#### [Your objective]
Copy the listing below line for line, starting at its first line and ending with the line that has "width:19px; height:19px; translate:-50%" in it. Add nothing.

--------

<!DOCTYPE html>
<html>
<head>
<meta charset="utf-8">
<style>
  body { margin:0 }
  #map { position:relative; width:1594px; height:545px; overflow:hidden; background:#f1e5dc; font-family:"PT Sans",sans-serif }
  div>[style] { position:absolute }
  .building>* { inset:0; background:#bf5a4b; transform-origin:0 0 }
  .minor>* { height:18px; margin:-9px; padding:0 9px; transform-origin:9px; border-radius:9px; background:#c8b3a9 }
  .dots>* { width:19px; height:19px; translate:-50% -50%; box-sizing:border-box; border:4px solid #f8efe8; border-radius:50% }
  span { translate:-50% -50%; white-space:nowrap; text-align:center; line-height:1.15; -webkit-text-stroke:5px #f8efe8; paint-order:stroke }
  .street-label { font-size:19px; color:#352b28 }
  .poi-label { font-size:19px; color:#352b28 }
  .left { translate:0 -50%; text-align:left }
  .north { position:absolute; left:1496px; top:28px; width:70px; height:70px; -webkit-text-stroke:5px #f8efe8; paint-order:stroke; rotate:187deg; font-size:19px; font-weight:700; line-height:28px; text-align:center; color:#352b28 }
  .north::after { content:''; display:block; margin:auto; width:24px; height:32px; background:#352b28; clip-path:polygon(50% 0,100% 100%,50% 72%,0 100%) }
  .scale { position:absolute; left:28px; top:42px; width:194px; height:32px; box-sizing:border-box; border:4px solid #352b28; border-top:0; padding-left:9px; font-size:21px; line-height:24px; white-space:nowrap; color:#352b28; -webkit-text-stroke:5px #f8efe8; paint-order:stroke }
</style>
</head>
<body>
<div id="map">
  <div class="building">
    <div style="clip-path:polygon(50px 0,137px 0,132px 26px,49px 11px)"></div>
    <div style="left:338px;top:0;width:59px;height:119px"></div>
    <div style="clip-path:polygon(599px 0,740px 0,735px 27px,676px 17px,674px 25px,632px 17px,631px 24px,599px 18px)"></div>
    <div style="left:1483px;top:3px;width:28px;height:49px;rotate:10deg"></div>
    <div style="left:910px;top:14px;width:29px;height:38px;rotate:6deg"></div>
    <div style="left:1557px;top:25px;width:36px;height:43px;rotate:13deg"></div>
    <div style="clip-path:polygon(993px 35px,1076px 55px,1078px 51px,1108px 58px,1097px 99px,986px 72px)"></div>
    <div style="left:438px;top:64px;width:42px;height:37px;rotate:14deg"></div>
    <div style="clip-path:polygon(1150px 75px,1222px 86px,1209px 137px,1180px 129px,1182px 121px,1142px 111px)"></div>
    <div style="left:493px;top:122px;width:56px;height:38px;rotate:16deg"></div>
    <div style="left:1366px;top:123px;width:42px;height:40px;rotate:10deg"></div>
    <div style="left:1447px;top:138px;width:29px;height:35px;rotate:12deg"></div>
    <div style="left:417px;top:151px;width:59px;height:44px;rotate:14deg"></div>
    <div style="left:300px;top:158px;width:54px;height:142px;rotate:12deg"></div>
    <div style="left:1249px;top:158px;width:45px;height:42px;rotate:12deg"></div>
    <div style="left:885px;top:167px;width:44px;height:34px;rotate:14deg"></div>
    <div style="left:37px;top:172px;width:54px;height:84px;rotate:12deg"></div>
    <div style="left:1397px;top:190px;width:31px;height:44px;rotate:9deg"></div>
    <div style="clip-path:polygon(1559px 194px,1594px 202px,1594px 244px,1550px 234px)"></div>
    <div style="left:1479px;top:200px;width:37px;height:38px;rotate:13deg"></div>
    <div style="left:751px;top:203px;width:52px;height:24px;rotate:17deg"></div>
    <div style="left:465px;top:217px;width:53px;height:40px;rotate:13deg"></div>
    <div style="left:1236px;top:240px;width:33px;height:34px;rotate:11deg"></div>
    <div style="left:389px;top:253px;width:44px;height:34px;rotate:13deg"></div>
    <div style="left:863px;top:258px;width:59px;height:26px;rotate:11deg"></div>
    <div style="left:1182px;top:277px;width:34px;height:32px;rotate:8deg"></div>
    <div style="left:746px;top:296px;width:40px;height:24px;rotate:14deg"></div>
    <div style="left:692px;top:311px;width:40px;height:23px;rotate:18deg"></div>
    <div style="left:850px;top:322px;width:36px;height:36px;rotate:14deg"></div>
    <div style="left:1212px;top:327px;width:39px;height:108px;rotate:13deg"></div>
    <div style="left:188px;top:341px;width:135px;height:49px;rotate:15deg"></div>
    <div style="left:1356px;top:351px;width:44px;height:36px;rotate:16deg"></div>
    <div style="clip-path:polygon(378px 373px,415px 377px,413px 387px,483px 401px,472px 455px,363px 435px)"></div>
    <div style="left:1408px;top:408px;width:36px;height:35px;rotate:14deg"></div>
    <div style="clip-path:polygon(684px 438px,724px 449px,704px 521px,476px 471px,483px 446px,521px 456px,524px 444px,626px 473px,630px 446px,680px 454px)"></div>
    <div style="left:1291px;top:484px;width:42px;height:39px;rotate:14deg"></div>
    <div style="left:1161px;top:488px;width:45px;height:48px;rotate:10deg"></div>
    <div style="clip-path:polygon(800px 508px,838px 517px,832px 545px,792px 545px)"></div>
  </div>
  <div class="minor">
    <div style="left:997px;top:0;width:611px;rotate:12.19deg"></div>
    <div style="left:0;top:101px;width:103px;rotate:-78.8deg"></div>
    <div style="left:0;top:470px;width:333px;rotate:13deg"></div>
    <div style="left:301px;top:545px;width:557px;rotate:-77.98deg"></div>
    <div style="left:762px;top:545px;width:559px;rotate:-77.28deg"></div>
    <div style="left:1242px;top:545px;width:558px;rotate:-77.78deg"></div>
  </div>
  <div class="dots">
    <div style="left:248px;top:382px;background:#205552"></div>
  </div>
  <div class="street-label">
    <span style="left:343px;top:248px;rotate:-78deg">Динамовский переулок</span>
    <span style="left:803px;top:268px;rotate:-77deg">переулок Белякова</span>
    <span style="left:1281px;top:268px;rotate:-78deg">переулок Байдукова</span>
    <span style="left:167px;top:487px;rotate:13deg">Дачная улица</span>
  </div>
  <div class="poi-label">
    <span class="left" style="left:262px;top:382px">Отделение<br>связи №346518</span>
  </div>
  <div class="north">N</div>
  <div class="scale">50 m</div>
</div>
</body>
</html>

--------

#### [Output of the task]
<!DOCTYPE html>
<html>
<head>
<meta charset="utf-8">
<style>
  body { margin:0 }
  #map { position:relative; width:1594px; height:545px; overflow:hidden; background:#f1e5dc; font-family:"PT Sans",sans-serif }
  div>[style] { position:absolute }
  .building>* { inset:0; background:#bf5a4b; transform-origin:0 0 }
  .minor>* { height:18px; margin:-9px; padding:0 9px; transform-origin:9px; border-radius:9px; background:#c8b3a9 }
  .dots>* { width:19px; height:19px; translate:-50% -50%; box-sizing:border-box; border:4px solid #f8efe8; border-radius:50% }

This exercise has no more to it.